Communications Director
David John Boyd, University of Glasgow

David John Boyd is the Communications Director of PAMLA. He received his BA in English Literature and European History at Metropolitan State University of Denver (2011), his MA in Medieval and Renaissance Literature from the University of Glasgow (2012), and his PhD in Comparative Literature (Text/Image Studies) from the University of Glasgow (2019). David has been a member of PAMLA since 2012 and became the Assistant Director of PAMLA in 2017 until 2022. David is also a post-doctoral research fellow of the Stirling Maxwell Centre at the University of Glasgow. His research focuses include text/image studies, comparative media, and global screen and virtual cultures, often under the umbrella of Deleuzian thought and aesthetics. His recent works include ReFocus: The Historical Films of Ernst Lubitsch (Edinburgh University Press, 2025), Superhero Comics and Scottish Identity: The Comics Art of Frank Quitely (Leuven University Press, 2025), and Deleuze and Global Animation: Estranged Images (Edinburgh University Press, forthcoming).
Pacific Coast Philology Book Editor
Lina Geriguis, Cabrillo College

Lina Geriguis received her PhD in English from Claremont Graduate University in 2011. She has served as a book review editor for Pacific Coast Philology and Women’s Studies: An Interdisciplinary Journal since 2010. Her research projects and publications explore questions of disability, environment, race, and ethnicity in American literature. Her essay, “Rich in Pathological Instances: Disability in the Early Reception Theory of Edith Wharton’s Ethan Frome” received the Edith Wharton Society Award for a Beginning Scholar. Her book chapter, “Ecoliterary and Edith Wharton,” is forthcoming in Teaching Edith Wharton’s Major Novels and Short Fiction. Her teaching expertise includes multicultural literatures of the U.S., American Realism and Naturalism, American Gothic, literary theory and criticism, college composition, and ESL. From 2012 to 2019, Geriguis was a lecturer at Chapman University. Currently, she teaches at Cabrillo College.
PAMLA Assistant
Evan Krikorian, California State University, Los Angeles

Evan Krikorian is a Master’s student of English at California State University, Los Angeles and a 2023-2024 Sally Casanova scholar for the CSU system-wide predoctoral fellowship. He has also received his B.A. in English Education, Creative Writing, and Rhetoric & Composition at California State University, Long Beach. Evan specializes his graduate research on the intersection of digital humanities and pedagogy, focusing on artificial intelligence and augmented reality as a means of liberating disability studies within the compositional classroom. In his free time, Evan tinkers with all forms of analogue, exercising physical media into an interactable, creative space.

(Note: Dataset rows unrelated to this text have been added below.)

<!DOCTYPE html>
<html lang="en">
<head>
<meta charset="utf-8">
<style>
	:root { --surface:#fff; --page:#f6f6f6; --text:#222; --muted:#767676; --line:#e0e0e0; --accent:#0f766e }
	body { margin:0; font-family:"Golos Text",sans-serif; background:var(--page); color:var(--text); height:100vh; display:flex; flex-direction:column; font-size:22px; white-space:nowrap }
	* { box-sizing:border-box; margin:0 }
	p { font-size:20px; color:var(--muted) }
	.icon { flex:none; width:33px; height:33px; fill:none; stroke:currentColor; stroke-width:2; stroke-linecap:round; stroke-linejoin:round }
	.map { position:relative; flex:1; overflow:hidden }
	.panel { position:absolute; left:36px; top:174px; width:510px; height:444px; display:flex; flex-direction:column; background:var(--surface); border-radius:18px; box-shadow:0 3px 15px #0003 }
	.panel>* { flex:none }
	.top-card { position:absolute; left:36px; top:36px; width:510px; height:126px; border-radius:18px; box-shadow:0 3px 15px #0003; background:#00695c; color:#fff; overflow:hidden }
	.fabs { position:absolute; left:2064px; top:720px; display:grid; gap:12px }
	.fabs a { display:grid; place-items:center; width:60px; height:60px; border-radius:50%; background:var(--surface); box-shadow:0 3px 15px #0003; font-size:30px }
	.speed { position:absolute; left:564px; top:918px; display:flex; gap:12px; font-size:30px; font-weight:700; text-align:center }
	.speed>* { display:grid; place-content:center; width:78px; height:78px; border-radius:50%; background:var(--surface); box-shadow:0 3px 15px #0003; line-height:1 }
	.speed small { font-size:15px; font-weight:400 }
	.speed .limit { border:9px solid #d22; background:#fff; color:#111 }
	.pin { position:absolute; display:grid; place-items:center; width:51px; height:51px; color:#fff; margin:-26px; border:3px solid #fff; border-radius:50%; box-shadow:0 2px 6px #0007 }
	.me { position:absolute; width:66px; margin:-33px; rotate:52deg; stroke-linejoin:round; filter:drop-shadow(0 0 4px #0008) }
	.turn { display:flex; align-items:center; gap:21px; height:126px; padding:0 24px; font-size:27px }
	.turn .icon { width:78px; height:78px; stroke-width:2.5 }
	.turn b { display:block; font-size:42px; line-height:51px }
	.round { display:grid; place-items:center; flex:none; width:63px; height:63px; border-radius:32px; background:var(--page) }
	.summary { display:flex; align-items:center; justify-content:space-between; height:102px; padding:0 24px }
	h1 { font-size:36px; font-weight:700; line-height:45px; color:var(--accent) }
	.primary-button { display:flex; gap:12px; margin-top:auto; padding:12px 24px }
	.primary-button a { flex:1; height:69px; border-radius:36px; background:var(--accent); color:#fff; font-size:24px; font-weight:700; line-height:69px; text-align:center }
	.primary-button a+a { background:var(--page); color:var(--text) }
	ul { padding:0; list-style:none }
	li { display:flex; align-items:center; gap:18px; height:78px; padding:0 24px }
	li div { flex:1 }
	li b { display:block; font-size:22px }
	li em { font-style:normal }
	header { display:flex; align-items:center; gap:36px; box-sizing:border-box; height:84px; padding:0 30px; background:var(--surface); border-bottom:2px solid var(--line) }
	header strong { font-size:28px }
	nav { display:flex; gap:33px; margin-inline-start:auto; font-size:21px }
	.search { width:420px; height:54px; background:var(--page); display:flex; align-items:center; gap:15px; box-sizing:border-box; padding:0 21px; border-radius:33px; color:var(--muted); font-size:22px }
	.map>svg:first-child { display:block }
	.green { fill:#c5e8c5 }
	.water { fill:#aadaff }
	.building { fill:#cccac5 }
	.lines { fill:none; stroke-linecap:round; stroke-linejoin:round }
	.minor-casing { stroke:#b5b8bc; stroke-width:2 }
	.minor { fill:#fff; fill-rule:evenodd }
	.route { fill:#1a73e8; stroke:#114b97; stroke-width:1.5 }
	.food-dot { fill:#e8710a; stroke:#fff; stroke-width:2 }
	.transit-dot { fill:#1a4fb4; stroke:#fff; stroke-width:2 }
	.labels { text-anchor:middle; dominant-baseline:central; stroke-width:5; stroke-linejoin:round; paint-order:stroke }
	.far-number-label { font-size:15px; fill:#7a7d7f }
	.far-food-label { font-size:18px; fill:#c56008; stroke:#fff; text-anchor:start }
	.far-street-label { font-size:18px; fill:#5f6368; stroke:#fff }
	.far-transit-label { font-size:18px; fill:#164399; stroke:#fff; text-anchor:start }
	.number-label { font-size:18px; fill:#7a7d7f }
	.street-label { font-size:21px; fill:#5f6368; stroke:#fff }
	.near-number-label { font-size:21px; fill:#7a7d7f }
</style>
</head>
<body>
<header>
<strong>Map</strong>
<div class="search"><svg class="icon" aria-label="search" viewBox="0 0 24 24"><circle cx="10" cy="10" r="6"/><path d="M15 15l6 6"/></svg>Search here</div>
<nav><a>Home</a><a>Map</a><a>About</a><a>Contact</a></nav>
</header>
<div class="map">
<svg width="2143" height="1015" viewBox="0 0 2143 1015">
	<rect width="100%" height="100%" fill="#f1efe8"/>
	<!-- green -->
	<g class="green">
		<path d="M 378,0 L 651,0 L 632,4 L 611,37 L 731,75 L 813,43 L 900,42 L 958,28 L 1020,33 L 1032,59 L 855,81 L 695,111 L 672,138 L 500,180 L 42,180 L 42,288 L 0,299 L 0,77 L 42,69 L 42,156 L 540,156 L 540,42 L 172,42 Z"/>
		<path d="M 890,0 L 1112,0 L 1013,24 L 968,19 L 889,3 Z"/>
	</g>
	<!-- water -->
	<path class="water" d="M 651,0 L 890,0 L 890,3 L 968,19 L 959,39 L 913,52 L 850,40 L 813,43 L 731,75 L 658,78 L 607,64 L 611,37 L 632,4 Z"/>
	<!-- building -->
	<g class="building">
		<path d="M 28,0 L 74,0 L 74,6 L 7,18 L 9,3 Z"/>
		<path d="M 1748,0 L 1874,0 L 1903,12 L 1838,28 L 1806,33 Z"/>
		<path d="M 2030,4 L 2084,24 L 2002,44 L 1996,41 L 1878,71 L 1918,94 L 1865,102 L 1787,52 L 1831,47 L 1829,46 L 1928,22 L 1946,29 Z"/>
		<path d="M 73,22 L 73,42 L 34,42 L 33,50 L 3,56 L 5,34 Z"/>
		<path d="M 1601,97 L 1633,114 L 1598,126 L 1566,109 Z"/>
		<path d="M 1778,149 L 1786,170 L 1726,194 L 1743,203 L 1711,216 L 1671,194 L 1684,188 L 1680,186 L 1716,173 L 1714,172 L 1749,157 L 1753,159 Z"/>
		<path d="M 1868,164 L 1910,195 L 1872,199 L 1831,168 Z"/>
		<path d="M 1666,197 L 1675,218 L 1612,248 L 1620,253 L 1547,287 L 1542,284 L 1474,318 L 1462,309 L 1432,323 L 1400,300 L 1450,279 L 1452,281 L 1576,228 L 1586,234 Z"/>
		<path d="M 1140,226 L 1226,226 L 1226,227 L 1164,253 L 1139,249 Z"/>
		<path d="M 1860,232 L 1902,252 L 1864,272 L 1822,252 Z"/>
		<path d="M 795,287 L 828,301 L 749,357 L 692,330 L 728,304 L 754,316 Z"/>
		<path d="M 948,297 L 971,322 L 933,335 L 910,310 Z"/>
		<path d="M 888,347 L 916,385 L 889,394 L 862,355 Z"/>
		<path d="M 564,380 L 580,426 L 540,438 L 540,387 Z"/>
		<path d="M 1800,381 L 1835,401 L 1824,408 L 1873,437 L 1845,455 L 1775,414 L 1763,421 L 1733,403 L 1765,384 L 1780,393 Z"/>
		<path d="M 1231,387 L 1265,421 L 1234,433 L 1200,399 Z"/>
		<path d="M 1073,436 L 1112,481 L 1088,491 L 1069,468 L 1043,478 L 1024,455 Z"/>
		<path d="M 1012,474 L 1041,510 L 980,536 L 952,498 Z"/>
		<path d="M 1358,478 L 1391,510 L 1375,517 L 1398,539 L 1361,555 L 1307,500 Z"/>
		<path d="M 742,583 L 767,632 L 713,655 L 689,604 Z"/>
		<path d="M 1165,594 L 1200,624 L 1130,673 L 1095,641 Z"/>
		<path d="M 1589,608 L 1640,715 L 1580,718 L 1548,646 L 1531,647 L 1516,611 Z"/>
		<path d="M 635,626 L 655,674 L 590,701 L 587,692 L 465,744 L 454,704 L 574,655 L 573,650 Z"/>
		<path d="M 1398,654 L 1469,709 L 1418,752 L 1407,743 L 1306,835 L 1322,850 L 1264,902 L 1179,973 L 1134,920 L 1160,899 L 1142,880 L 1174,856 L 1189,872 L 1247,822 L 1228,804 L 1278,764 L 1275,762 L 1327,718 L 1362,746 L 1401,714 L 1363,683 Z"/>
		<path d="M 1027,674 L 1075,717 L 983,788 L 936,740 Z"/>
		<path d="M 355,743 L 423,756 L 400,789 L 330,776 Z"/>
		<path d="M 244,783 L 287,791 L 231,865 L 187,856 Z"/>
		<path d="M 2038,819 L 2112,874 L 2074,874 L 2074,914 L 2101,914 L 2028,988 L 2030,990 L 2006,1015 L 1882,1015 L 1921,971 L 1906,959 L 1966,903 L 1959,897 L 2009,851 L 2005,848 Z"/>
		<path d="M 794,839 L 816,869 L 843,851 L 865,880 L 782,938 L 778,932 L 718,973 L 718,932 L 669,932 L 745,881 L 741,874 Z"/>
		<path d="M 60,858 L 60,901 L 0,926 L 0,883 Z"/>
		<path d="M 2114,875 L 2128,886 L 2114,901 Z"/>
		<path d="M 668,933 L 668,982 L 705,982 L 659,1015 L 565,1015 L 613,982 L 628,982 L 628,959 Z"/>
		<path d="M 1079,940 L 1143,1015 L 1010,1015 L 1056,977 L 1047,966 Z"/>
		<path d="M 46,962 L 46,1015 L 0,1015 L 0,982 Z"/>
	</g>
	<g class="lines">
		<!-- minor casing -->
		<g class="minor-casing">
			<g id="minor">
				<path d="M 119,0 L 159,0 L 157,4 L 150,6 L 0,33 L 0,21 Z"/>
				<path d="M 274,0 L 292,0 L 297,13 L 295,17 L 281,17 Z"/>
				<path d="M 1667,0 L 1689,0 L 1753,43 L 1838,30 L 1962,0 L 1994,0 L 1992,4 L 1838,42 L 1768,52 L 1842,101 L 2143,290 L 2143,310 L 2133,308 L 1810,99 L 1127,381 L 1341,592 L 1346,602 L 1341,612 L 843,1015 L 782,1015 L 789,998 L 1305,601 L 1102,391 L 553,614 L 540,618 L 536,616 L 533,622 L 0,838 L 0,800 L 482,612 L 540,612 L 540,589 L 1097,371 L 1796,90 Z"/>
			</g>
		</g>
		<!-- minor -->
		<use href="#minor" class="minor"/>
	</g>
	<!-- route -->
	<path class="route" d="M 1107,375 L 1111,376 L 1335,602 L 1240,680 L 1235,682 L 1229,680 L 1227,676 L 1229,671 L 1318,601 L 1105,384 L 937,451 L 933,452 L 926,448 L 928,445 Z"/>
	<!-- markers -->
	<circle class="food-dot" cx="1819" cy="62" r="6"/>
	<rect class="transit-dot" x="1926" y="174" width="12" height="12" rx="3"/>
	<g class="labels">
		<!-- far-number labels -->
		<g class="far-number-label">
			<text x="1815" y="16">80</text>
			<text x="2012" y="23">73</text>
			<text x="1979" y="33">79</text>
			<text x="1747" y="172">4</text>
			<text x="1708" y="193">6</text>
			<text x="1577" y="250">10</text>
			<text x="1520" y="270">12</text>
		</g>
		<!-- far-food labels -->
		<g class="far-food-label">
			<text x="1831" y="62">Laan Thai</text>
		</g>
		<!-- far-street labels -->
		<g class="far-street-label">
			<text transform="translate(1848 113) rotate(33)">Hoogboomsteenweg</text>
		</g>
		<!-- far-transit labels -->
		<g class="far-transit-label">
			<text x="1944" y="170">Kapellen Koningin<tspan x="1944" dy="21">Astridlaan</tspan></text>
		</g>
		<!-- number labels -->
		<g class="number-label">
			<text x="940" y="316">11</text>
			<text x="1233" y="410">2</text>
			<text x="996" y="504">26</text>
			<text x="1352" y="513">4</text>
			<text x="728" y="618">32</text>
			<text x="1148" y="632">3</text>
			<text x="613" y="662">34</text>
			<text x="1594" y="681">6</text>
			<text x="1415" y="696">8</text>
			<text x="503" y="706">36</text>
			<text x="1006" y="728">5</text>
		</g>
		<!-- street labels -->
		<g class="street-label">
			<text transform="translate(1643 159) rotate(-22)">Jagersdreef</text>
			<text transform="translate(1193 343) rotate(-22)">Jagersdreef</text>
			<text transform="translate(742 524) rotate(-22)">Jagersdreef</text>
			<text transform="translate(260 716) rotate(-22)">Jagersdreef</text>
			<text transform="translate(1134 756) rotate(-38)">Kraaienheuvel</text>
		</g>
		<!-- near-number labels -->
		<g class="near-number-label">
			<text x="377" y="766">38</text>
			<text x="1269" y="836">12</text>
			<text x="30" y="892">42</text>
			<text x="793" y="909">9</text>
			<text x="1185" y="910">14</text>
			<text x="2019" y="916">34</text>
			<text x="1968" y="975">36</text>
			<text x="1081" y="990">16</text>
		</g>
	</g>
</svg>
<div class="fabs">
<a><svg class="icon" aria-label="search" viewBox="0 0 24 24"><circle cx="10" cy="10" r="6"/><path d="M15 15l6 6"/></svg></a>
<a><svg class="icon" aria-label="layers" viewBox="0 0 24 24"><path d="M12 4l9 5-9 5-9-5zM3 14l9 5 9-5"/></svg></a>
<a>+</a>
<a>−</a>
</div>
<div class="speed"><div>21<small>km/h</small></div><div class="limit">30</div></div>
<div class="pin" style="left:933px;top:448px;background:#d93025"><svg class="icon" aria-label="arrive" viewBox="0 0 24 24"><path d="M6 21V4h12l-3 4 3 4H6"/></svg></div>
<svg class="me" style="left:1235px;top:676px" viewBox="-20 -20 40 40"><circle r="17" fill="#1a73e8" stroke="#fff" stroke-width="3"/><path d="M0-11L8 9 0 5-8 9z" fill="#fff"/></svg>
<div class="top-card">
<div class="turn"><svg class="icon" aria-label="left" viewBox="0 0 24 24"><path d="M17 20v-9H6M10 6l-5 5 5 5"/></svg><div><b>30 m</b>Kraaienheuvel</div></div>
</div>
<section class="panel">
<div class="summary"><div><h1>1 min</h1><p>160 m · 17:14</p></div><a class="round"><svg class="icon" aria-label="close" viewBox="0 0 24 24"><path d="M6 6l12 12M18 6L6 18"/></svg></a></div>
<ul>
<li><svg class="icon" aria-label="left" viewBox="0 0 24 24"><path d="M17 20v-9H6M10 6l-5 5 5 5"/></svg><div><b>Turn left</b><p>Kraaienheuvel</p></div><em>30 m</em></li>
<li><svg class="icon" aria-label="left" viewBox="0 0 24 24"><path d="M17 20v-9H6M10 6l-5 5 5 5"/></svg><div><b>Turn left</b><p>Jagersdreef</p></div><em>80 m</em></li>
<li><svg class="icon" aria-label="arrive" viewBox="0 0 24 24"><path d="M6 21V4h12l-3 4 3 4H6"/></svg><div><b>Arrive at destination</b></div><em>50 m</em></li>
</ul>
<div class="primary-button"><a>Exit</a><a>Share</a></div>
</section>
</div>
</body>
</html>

His upcoming project, reIMAGEination: a series of scholars, constructs a multimodal display of class background, individuality, and the role of technology into one strikingly contemplative exhibit.
PAMLA Assistant
Emma Krane, Independent Scholar

Emma Krane is an independent scholar and creative. Emma obtained a B.A. in English from the University of California, Riverside. During this time, she researched the labor and gender politics in Herman Melville’s novellas and their adaptations to film. In her spare time, Emma writes prose and continues her editorial endeavors from her undergraduate experience.